Addressing the problem statements reported here will not be trivial, but doing so is decidedly necessary to protect public health of local communities. It therefore seems appropriate to launch a new national-scale science–practice research initiative. For example, the National Nanoscience Initiative has significantly advanced research, through individual investigator grants, center grants, and training grants, on the environmental implications of nanotechnologies, but it required coordination of academic and government research with multiple federal agencies (www.nano.gov). A similar initiative appears warranted to advance toward addressing EH science–practice priorities. Although timely environmental quality research questions for North America were recently identified (Fairbrother et al. 2019), and many of those questions examined environment and health interfaces, coordinating environmental quality research among research scientists and engineers with EH professionals in health departments is underdeveloped but promises transformational benefits for public health and innovation. We recommend that EH professionals should also more significantly engage in translational research teams through community outreach and engagement cores and citizen science programs (Figure 3).

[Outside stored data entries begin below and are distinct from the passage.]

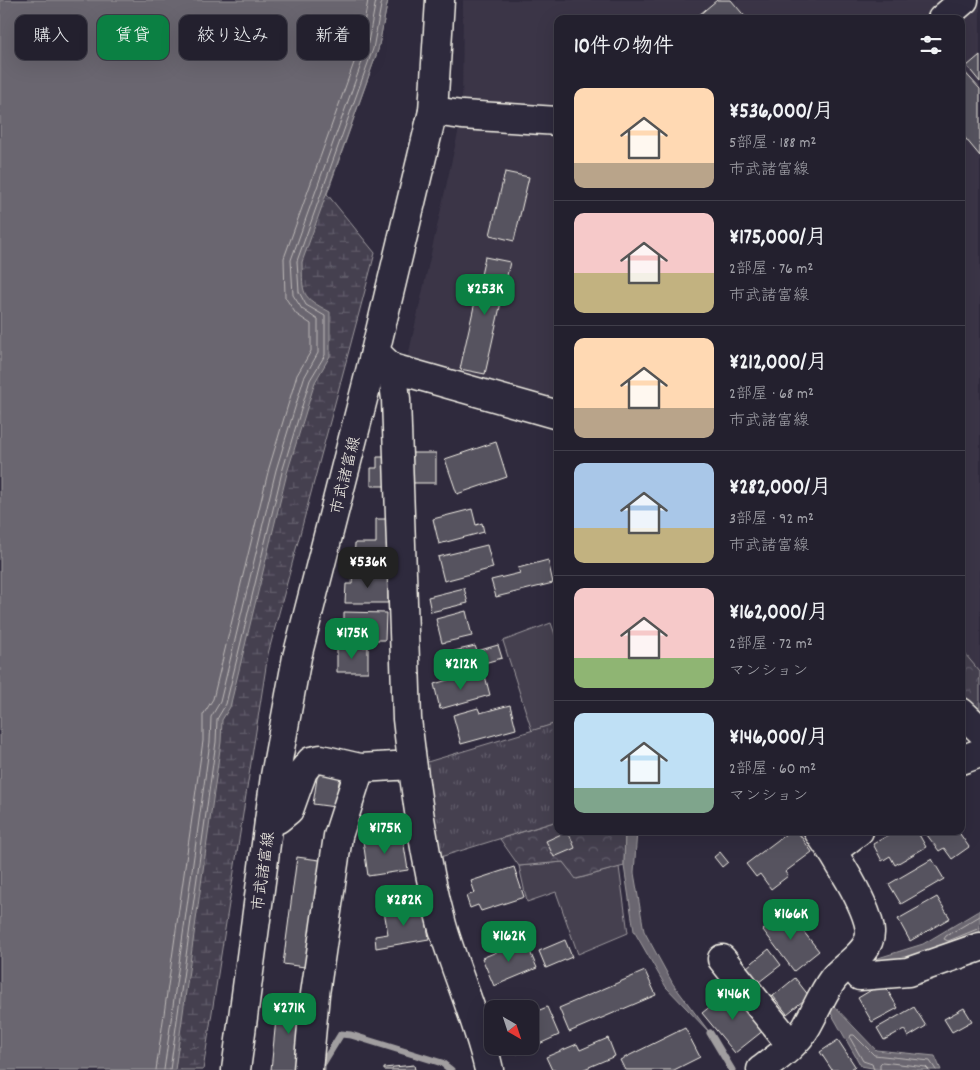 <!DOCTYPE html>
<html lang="ja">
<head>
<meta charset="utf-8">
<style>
  :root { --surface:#23202e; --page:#2b2836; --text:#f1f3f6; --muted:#a3a3aa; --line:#403e4a; --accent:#0b8043 }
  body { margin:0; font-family:Dekko,"Klee One",sans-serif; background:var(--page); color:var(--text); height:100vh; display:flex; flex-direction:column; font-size:19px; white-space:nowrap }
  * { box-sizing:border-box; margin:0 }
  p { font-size:16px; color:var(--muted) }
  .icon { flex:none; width:28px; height:28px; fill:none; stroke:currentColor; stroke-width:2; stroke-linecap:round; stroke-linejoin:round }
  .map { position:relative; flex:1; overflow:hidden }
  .details { position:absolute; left:554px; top:15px; width:411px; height:820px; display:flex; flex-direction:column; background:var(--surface); border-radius:10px; box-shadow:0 5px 20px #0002,0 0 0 1px var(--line) }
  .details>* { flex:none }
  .guide { position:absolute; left:15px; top:15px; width:464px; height:45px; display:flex; gap:10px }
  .needle { width:32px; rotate:141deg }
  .tools { position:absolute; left:484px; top:1000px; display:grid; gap:10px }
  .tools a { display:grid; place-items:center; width:55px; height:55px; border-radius:10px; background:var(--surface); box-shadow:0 5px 20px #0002,0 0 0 1px var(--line); font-size:25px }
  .price { position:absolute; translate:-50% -42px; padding:0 11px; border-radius:10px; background:var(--accent); color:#fff; font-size:16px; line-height:32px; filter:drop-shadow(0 1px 2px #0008) }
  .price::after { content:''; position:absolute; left:50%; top:30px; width:15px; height:11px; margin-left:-8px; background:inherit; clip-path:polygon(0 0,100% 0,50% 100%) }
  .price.current { background:#222; color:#fff }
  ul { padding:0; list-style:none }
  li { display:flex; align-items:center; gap:15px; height:125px; padding:0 20px }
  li+li { border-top:1px solid var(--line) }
  li span { display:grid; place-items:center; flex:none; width:140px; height:100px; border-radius:10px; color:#555 }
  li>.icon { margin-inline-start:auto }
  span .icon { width:60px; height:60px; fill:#fffc; stroke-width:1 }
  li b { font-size:21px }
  h2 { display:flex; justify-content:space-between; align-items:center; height:60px; padding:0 20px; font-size:21px }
  .tag { padding:0 18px; border-radius:10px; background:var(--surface); box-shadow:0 5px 20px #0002,0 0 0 1px var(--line); font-size:18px; line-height:45px }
  .tag.current { background:var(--accent); color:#fff }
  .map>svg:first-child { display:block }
  .built { fill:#3b3647 }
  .green { fill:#454050; stroke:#9c989c }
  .forest { fill:url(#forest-crowns); stroke:#9c989c }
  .wetland { fill:url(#wetland-marsh); stroke:#9c989c }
  .park { fill:url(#park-tufts); stroke:#9c989c }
  .water { fill:#6a6670; stroke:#a19ea0 }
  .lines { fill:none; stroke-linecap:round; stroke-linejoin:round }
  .shore { stroke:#bdb9b8; stroke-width:1 }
  .stream { stroke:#a19ea0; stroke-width:7 }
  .building { fill:#56525f; stroke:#f4f1e8 }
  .minor-casing { stroke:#f4f1e8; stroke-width:31 }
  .major-casing { stroke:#f4f1e8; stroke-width:31 }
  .minor { stroke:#2f2a3d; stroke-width:28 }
  .major { stroke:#2f2a3d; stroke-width:28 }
  .labels { text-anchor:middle; stroke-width:4; stroke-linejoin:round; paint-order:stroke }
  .street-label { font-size:16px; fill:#f4f1e8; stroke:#2f2a3d }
</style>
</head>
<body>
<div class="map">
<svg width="980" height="1070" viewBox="0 0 980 1070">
  <defs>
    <pattern id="forest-crowns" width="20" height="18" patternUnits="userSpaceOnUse" patternTransform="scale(1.25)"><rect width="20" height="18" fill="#454050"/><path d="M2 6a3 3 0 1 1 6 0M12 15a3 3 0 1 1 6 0" fill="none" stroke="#605c69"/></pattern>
    <pattern id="wetland-marsh" width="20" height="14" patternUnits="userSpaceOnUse" patternTransform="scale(1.25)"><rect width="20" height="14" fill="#454050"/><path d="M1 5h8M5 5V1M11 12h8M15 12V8" fill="none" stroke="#605c69"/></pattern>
    <pattern id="park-tufts" width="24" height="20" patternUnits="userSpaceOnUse" patternTransform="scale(1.25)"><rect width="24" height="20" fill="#454050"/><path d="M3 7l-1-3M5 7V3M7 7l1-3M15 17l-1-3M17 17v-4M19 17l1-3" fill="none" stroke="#605c69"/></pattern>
  </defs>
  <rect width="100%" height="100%" fill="#2f2a3d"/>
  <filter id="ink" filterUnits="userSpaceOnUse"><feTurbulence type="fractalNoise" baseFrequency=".02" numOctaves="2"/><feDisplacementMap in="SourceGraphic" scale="10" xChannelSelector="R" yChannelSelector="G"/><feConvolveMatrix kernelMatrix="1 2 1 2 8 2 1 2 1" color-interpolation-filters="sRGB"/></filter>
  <g filter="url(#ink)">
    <path class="built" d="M463,0H980V713L961,695V19H558L557,410L407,361L462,115Z"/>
    <path class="green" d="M551,623L557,640V723L532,731L503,641Z
      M563,862L577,879L619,867L628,933L578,954L556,892L527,902L519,866Z"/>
    <path class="forest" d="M961,649L980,672V713L961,695Z
      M557,821L558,831H625L624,866L576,879L563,862L519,866L500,839Z"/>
    <path class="wetland" d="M388,0L378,50L327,194L375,253L268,654L203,1070H111L280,302Z"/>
    <path class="park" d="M557,723V821L437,858L424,763Z"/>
    <path class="water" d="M0,0H388L378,50L302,262C303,295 300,296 330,312V356L315,382L287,473L230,707L222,720L221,742L175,1070H0Z
      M625,831H637L634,873L644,931L673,984L710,1033L666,987L634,931L624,866Z
      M980,910V933L923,957L871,964L875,959L923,944Z
      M833,1005L876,1050L935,1056L941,1070H883L861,1066L827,1006Z"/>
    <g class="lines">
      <path class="shore" d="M980,916L946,936L944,939L948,941L980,928
        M156,1070L203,741V715L213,699L269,468L297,375L311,351V324L296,314L285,297L284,258L360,46L368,0
        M164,1070L210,742L211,717L220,702L276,470L304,378L318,353V320L302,309L293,295L291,260L367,48L376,0
        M170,1070L216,742L217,719L226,704L282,472L310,380L325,355V316L306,305L299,292L297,261L373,49L382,0
        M874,1070L872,1064L863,1061L850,1038L851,1035H854L874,1055L930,1061L936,1070
        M880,1070V1064L882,1062L926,1067L929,1070"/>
      <path class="stream" d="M710,1033L732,1070
        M322,1070V1065L341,1034L351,1035L442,1063L451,1070"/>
    </g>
    <path class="building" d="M717,0H731L747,19H703L699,15Z
      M980,55V82L967,66Z
      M961,68L980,89V156L961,133Z
      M505,172L529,177L514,241L490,235Z
      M485,257L510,262L485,374L460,369Z
      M496,442L507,477L457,494L445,459Z
      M411,453H436V483H410Z
      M377,457H389L388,486H371V468H377Z
      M472,509L476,525L482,523L484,532L439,544L433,519Z
      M376,519H393V562H354L355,543H376Z
      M487,545L493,568L444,581L438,557Z
      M548,560L553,583L496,597L491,580L520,573L518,568Z
      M353,573H388V603H345L346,584H352Z
      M464,588L468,603L431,612L428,597Z
      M466,611L472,636L442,643L436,619Z
      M344,612L386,613L385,640H344Z
      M498,645L502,658L445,674L441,661L456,657L454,651L475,646L477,651Z
      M337,647H368V672H337Z
      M465,675L467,681L485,676L490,695L440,709L434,684Z
      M510,705L516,729L461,744L453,715L478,708L480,713Z
      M318,772L340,776L335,807L313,804Z
      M568,831L575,848L554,857L546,841Z
      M790,831H797L812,852L785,872L788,876L771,889L760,874L756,877L746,864Z
      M896,831H917L926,847L895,865L890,856L882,861L873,844Z
      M924,831H958L969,847L952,859L944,848L939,851Z
      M402,833L408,870L368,876L363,840Z
      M720,852L728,862L722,867L714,857Z
      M297,857L327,861L312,968L283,964Z
      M932,859L944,879L901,904L889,884Z
      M514,867L524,897L481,911L478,905L470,908L466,896L475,893L471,881Z
      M937,897L950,918L910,941L898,919Z
      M424,905L429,939L376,948L375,936L388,934L384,911Z
      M787,911L819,951L794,971L763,930Z
      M525,940L537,968L494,986L482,958Z
      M565,940L572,957L546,968L539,951Z
      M769,949L781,965L759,982L747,967Z
      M645,971L656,995L569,1032L559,1008Z
      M795,978L809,996L787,1014L773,996Z
      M883,983L898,1008L872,1022L858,998Z
      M731,990L764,1030L735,1053L702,1013Z
      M278,999L307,1002L300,1070H271Z
      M547,1007L559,1035L517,1054L513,1046H530V1014Z
      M914,1007L926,1026L908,1037L904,1029L884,1040L877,1028Z
      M964,1008L972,1021L952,1032L944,1019Z
      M685,1028L700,1057L674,1070H625L620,1060Z
      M608,1038L615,1056L582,1070H552L546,1057L577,1044L580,1050Z
      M838,1040L855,1066L850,1070H832L820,1052Z
      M414,1065L415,1070H384V1068Z"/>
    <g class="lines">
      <defs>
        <path id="minor" d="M942,19L964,0
          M433,111L462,115L558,121
          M375,352L392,368L396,399L407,719C415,788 424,858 442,925C456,974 478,1020 489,1070
          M392,368L558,415
          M961,712L980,730
          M961,760L980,753
          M269,821L278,819L289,810L303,771L311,761L321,759L360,768L412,765
          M833,851L859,831
          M722,959L791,1045
          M851,963L860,976L908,972L980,947
          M308,1070L315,994L338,836L360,768
          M761,1070C777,1058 797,1044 807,1026C816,1010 822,994 833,979C843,966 871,952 870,932C869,907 834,853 818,831"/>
        <path id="major" d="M236,1070L275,776L297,657L375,352L433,111L440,0"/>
      </defs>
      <use href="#minor" class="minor-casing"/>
      <use href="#major" class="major-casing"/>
      <use href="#minor" class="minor"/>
      <use href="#major" class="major"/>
    </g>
  </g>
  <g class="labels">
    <g class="street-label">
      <text transform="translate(344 475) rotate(-76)" y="6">市武諸富線</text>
      <text transform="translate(262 871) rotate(-82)" y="6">市武諸富線</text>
    </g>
  </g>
</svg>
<div class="tools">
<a><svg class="needle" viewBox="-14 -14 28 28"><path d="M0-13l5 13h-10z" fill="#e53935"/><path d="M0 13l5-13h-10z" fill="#a3a3aa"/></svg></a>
</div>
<b class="price" style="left:485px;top:316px">¥253K</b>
<b class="price current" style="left:368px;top:589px">¥536K</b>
<b class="price" style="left:352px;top:660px">¥175K</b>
<b class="price" style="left:461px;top:691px">¥212K</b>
<b class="price" style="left:385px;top:855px">¥175K</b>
<b class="price" style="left:404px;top:927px">¥282K</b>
<b class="price" style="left:791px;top:941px">¥166K</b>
<b class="price" style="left:509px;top:963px">¥162K</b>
<b class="price" style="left:733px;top:1021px">¥146K</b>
<b class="price" style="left:289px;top:1035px">¥271K</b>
<div class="guide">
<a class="tag">購入</a>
<a class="tag current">賃貸</a>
<a class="tag">絞り込み</a>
<a class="tag">新着</a>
</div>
<section class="details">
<h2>10件の物件<svg class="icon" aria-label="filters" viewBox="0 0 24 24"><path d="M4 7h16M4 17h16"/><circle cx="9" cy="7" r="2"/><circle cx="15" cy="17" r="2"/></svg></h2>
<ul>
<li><span style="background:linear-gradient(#ffd9b3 75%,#b9a48a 0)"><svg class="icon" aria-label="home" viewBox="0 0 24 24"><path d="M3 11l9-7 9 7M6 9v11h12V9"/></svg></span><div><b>¥536,000/月</b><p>5部屋 · 188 m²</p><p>市武諸富線</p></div></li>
<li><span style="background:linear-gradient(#f6c9c9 60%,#c2b280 0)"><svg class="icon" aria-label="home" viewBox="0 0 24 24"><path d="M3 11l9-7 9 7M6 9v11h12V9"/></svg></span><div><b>¥175,000/月</b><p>2部屋 · 76 m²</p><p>市武諸富線</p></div></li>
<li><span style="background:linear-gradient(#ffd9b3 70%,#b9a48a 0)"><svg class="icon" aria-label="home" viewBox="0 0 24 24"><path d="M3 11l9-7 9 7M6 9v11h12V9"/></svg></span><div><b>¥212,000/月</b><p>2部屋 · 68 m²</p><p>市武諸富線</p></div></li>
<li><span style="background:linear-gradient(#a9c7e8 65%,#c2b280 0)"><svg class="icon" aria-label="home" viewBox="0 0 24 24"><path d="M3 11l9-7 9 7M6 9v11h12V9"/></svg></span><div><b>¥282,000/月</b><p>3部屋 · 92 m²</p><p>市武諸富線</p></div></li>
<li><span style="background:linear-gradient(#f6c9c9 70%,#8fb573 0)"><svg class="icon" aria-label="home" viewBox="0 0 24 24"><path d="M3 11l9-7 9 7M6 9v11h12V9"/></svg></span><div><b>¥162,000/月</b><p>2部屋 · 72 m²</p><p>マンション</p></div></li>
<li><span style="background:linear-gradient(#bfe0f5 75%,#7fa58c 0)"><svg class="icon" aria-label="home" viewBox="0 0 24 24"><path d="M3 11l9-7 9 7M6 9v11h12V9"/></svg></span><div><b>¥146,000/月</b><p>2部屋 · 60 m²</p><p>マンション</p></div></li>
</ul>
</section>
</div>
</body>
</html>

Because we specifically targeted EH professionals in health departments for the current study, future phases of UNCOVER-EH could perform similar studies with professionals in other governmental agencies, private settings, and other professions engaging EH. Similarly, formally ranking these priority problem statements by EH professionals could provide more geographically detailed information to tailor regionally specific basic and translational research and practice activities. We expect information from the current study will be useful for EH research and practice efforts in other countries. Engaging the problem statements identified here will require commitment but doing so will catalyze future science–practice research program trajectories in EH, which aim to improve the delivery of the essential services and protect the health of local communities.
Acknowledgments
Support for this study was provided by the CDC. We thank the EH professionals for taking time to participate in this study.
The findings and conclusions in this manuscript are those of the author(s) and do not necessarily represent the official position of the CDC.
Footnotes
The authors declare they have no actual or potential competing financial interests.